Start of RECORDS PROVIDED
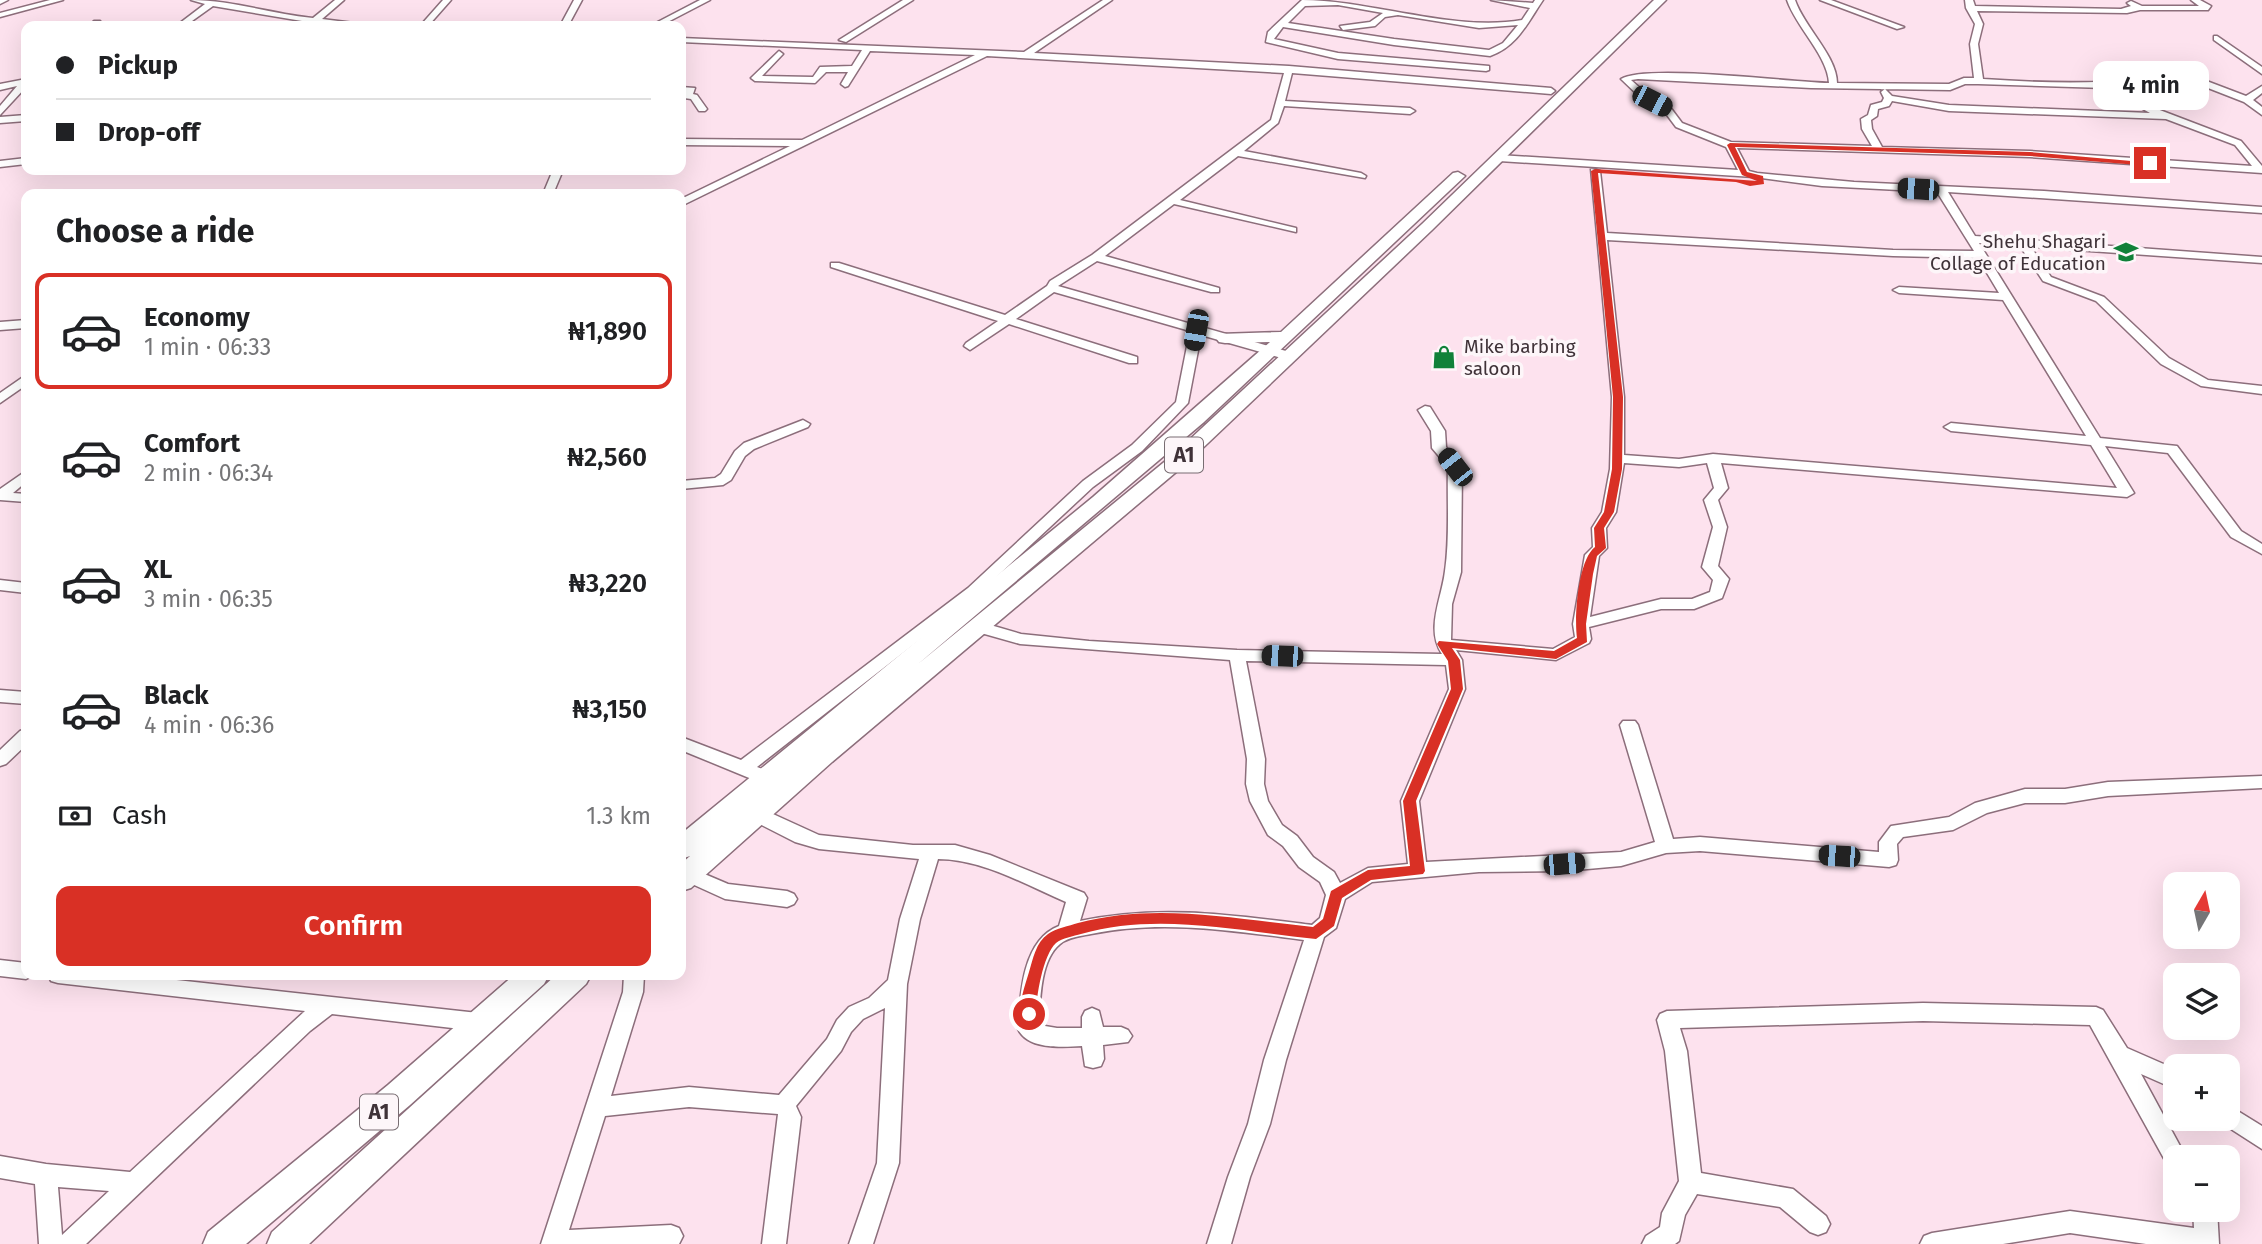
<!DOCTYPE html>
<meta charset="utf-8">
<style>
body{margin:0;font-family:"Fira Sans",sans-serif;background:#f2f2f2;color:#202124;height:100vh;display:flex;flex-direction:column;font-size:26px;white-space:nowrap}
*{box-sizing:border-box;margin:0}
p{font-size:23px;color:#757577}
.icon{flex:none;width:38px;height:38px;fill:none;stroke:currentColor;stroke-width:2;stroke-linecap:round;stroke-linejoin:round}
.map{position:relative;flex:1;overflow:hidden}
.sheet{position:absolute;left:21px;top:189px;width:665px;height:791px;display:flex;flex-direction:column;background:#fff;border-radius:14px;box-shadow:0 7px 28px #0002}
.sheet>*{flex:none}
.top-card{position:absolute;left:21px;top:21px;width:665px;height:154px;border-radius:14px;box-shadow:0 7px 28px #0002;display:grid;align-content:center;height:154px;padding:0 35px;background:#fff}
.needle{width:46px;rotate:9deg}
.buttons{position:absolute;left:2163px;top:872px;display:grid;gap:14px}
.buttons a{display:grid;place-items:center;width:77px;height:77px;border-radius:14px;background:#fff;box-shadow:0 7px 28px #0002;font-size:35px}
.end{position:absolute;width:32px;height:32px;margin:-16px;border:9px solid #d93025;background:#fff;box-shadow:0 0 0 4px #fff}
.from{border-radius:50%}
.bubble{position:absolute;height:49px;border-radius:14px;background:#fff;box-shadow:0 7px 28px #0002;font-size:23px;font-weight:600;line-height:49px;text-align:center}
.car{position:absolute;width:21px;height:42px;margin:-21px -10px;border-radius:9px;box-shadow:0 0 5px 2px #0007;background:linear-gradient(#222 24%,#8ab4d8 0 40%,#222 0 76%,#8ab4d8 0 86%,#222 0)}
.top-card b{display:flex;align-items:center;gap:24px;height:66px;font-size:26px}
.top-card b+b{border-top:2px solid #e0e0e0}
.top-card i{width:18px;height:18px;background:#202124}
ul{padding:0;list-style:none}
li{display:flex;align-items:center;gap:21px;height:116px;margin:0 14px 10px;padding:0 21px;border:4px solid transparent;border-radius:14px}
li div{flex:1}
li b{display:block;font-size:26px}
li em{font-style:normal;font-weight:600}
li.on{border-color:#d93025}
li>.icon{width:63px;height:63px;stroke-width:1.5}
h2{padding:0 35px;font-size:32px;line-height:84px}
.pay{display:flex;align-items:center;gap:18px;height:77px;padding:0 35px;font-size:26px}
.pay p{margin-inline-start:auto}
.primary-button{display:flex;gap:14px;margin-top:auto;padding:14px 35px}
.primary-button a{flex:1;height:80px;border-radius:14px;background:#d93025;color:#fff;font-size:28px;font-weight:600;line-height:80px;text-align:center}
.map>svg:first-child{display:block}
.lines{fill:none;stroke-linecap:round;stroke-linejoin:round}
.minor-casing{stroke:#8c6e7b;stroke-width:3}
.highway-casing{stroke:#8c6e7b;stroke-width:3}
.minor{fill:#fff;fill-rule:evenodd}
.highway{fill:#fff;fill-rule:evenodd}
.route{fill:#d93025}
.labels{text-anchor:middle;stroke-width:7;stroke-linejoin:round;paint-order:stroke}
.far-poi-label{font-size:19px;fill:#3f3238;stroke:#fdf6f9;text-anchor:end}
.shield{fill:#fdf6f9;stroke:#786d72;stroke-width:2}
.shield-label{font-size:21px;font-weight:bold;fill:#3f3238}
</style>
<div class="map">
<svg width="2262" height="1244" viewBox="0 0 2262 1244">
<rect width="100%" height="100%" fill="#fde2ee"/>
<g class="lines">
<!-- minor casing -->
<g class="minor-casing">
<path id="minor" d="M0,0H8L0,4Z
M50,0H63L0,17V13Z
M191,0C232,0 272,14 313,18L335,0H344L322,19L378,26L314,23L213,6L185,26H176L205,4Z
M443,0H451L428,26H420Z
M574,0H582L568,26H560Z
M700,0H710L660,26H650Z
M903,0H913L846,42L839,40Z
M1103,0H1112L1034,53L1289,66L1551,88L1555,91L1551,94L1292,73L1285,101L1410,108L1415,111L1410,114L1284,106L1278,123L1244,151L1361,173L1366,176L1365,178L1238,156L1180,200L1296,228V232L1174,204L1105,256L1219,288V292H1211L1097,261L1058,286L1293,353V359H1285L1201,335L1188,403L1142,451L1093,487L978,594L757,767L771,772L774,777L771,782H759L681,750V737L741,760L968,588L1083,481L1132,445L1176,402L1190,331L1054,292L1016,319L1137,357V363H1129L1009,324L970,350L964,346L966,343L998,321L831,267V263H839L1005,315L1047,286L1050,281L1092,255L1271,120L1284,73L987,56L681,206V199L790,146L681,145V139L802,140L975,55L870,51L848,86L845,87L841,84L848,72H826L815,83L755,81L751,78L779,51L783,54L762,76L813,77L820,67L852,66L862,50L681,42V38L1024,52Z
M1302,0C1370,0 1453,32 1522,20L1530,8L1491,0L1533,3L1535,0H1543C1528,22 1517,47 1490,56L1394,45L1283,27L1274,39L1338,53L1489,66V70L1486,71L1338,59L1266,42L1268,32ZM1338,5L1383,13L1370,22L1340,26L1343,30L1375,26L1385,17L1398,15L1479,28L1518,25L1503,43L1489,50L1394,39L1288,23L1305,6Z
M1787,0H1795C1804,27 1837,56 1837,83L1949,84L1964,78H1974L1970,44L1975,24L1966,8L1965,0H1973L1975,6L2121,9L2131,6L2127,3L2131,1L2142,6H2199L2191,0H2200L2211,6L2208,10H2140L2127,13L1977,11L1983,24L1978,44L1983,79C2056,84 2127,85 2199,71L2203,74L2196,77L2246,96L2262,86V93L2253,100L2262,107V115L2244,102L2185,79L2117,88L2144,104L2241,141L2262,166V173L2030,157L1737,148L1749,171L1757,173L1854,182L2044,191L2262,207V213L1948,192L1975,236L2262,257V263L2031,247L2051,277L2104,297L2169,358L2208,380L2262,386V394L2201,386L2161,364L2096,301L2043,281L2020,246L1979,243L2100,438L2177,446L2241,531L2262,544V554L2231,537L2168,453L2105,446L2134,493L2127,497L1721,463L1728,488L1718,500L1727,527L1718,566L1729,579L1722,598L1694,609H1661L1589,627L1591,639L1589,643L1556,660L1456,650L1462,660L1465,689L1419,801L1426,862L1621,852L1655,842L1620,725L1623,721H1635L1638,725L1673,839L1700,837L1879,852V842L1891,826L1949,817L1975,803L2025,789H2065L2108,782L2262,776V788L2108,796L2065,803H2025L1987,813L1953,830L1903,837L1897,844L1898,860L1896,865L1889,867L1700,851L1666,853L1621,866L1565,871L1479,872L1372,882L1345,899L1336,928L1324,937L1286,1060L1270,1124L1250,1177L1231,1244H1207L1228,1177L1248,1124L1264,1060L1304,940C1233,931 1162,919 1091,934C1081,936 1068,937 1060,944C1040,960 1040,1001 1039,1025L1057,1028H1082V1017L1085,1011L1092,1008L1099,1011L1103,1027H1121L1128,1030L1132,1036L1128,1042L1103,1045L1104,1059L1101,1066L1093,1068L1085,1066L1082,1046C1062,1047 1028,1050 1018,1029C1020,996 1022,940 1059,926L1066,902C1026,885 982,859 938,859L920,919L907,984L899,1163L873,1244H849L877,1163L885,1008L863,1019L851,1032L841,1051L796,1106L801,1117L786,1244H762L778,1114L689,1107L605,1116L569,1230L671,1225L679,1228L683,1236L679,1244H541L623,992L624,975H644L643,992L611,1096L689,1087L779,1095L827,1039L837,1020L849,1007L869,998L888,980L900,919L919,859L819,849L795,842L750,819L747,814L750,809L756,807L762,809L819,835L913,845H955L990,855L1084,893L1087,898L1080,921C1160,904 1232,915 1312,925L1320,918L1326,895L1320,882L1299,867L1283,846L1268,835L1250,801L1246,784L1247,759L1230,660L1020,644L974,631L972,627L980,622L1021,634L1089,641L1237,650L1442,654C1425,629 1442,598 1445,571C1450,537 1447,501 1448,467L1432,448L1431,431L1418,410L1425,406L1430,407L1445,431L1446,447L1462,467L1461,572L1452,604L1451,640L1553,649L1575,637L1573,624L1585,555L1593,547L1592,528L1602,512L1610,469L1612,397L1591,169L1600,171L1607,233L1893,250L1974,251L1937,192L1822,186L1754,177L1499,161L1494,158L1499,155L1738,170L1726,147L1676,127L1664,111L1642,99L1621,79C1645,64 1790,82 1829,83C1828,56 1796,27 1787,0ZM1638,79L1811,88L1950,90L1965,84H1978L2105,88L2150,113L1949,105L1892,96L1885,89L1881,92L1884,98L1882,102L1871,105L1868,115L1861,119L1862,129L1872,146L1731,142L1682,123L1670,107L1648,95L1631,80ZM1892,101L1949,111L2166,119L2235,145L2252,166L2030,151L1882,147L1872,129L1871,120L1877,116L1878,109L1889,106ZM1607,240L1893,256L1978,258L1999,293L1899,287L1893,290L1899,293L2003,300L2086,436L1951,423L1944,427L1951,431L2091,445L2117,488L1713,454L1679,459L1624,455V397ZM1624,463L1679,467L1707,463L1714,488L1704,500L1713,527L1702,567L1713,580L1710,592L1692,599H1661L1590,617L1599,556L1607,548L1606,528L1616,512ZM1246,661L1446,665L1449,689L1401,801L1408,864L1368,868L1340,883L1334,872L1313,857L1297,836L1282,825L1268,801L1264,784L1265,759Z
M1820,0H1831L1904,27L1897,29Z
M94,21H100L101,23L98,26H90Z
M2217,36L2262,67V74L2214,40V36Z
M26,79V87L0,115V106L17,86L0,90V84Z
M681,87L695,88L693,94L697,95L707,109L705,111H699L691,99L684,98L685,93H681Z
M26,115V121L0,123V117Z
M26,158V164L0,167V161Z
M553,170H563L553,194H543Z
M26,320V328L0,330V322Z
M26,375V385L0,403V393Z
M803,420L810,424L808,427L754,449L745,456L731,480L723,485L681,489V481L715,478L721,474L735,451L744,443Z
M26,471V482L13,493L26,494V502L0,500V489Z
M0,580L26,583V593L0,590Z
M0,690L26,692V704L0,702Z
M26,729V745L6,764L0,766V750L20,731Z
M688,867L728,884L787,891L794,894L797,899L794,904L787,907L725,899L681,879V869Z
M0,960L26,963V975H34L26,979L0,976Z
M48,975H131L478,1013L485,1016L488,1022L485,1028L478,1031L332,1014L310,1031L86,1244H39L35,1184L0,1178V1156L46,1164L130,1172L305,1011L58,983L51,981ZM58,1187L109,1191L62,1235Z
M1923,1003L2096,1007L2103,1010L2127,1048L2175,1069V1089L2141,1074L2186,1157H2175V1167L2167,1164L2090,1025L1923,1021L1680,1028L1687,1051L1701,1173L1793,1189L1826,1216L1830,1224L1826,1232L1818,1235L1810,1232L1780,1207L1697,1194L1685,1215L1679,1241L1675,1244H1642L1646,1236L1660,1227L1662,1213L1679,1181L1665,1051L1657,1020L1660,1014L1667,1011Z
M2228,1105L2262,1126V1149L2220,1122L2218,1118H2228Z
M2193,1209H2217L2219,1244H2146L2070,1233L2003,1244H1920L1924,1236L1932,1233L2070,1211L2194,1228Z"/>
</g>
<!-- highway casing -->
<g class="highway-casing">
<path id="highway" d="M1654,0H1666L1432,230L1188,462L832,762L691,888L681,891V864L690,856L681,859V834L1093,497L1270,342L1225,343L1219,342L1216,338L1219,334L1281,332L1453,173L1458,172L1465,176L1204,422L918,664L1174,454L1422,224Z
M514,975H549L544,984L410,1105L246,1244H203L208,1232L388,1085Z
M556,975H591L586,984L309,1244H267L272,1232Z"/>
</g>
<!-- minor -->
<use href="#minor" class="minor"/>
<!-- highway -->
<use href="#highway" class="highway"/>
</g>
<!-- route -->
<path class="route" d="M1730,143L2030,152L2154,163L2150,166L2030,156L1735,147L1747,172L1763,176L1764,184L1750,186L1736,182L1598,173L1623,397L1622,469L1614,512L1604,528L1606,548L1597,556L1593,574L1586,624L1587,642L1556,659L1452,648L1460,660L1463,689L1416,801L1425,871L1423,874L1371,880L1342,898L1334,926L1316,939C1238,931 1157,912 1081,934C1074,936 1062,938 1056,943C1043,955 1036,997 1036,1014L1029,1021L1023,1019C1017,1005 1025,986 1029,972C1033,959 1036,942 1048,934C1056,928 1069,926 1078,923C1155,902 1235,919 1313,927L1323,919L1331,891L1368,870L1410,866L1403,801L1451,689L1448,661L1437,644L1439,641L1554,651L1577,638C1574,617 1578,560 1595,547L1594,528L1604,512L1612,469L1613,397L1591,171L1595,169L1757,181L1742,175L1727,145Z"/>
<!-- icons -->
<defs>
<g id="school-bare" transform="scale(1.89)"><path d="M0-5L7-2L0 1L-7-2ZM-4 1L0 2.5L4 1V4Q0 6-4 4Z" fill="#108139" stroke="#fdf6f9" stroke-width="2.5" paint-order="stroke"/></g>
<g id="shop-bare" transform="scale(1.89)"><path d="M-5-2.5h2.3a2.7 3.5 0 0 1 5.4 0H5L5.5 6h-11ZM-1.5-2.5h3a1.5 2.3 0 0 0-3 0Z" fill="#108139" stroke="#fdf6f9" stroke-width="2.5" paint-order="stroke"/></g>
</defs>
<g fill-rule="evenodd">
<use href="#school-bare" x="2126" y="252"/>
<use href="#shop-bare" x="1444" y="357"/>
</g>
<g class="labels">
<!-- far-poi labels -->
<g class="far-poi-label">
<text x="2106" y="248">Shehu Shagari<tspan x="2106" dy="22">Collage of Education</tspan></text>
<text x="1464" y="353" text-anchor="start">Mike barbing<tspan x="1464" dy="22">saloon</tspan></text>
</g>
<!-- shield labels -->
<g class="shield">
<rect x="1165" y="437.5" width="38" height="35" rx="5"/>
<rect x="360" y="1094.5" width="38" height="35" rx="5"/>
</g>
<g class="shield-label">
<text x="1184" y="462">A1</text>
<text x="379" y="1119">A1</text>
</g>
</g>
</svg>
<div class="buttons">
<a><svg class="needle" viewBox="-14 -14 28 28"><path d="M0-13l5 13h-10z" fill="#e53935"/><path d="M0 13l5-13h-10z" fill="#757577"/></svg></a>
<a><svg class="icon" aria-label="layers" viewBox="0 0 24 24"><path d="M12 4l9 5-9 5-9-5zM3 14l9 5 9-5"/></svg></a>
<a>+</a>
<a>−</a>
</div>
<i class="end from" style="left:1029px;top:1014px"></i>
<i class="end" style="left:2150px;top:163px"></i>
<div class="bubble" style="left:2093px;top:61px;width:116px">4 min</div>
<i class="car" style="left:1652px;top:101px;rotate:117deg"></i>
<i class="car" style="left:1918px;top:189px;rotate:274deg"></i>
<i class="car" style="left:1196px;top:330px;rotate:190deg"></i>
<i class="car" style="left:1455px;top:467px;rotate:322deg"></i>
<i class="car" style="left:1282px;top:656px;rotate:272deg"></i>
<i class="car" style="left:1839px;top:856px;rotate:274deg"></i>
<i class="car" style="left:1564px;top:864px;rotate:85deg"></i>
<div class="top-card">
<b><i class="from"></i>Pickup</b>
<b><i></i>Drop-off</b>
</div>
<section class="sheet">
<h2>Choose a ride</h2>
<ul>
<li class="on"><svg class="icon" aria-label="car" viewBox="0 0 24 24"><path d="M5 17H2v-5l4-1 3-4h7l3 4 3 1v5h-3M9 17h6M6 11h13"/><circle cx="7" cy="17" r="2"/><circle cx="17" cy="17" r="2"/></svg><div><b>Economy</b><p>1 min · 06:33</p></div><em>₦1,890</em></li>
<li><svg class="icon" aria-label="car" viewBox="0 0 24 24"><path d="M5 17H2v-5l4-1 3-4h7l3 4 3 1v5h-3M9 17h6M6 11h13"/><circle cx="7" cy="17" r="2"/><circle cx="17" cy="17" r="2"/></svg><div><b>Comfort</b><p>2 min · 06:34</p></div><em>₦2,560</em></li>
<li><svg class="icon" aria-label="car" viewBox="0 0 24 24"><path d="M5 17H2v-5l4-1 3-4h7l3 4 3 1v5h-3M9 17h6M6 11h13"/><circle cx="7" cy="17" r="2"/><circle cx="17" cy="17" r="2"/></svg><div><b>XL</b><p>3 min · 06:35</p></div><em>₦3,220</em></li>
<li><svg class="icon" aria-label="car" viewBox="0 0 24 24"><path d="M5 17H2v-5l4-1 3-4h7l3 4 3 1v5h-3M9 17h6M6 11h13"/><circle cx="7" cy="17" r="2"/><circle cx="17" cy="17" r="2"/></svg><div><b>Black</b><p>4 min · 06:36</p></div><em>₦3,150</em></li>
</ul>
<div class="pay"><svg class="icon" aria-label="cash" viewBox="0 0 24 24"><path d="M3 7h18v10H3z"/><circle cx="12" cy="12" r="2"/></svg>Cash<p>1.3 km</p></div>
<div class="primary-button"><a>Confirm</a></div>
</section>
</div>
End of RECORDS PROVIDED
• **PROBLEM TO SOLVE**
Each line of the entries that holds "buttons" should be counted, and only the total given.

• **WRITTEN RESPONSE**
3